Wait... WHAT!?

- September 19, 2014

Wait... WHAT!?
Exercise for the reader - how much faster would this be with a hash table or binary search?

unit Data.Db;

function TFields.FindField(const FieldName: string): TField;
var
I: Integer;
HashValue: Cardinal;
begin
if FList.Count > 0 then
begin
HashValue := TNamedItem.HashName(FieldName);
for I := 0 to FList.Count - 1 do
begin
Result := FList.Items[I];
if (Result.FFieldNameHashValue = HashValue) and
(AnsiCompareText(Result.FFieldName, FieldName) = 0) then
Exit;
end;
end;
Result := nil;
end;

Comments

Arioch TheSeptember 19, 2014 at 12:53 AM
Do you remember what they did in xe2 with normalizing trect ?
ReplyDelete
Replies
Eric GrangeSeptember 19, 2014 at 12:58 AM
How many fields do you have?

If it's dozens or hundreds, hashtable would win, if it's half a dozen, the hashtable would lose (both in terms of performance and code complexity).

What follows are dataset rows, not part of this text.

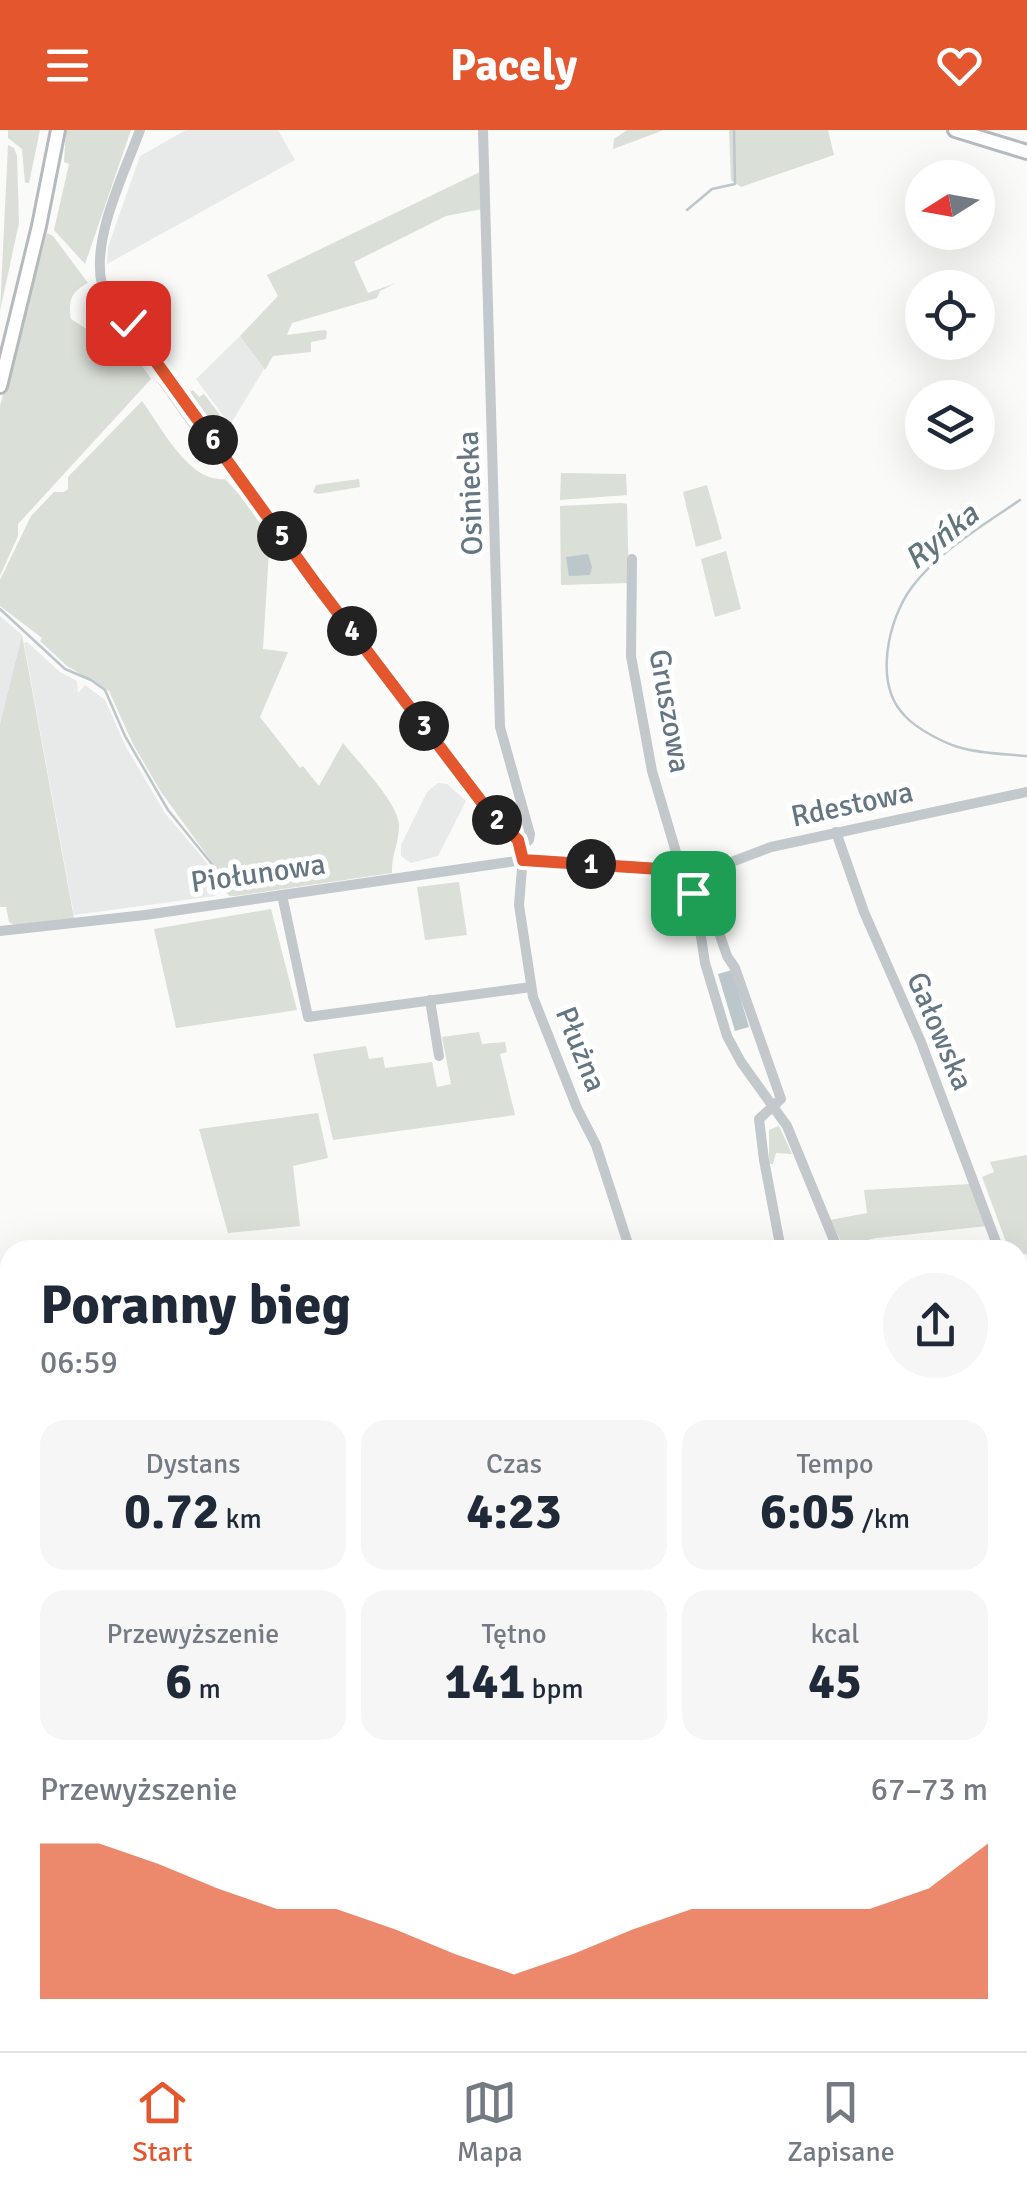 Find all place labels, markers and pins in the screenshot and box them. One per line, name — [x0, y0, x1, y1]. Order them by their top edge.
pin — [86, 281, 171, 366]
pin: 6 — [188, 415, 238, 465]
pin: 5 — [257, 511, 307, 561]
pin: 4 — [327, 606, 377, 656]
pin: 3 — [399, 701, 449, 751]
pin: 2 — [472, 795, 522, 845]
pin: 1 — [566, 839, 616, 889]
pin — [651, 851, 736, 936] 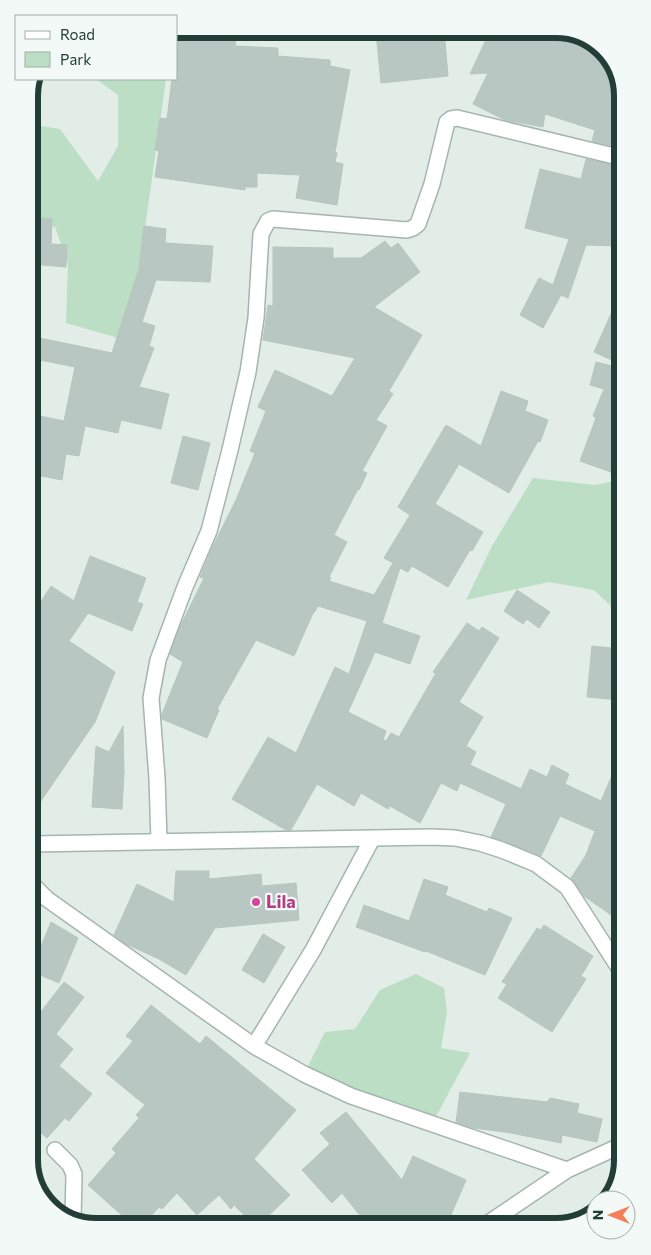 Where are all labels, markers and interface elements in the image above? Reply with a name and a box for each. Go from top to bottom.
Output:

Naive binary search would likely lose to both that snippet and a hastable (because AnsiCompareText is not cheap), but a binary search on the hash might work better than both if you have no more than dozens of fields.

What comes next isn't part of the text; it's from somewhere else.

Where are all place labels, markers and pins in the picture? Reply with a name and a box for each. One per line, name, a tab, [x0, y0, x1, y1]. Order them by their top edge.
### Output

If you have dozens or hundreds of fields, I suspect this method is going to be more canary than problem ;)

Also a bigger problem is if you're calling that code multiple times per record (in which case you deserve the crappy performance), rather than once per field.
ReplyDelete
Replies
Marco CantùSeptember 19, 2014 at 1:07 AM
Lars, I tend to disagree. This is a list that is not sorted. Sure you could have a sorted and hashed fields dictionary used to speed up searches, in case you need to search often (hint: use persistent fields).
Oh, you can do that, just with a little code. And why it's not in each and every TDataSet by default? Because in many cases it is not used, would imply an overhead in each and every application.
I know this might sound as taking excuses, but a library has design principles in terms of being general purpose and balancing speed/memory/time for ALL users. Adding a hash for the field name for faster searches (like shown above) still costs extra to some, but probably is a good trade-off. Pushing FindField to the max might not suit every user as well... and adding that feature when needed is really at reasonably easy reach.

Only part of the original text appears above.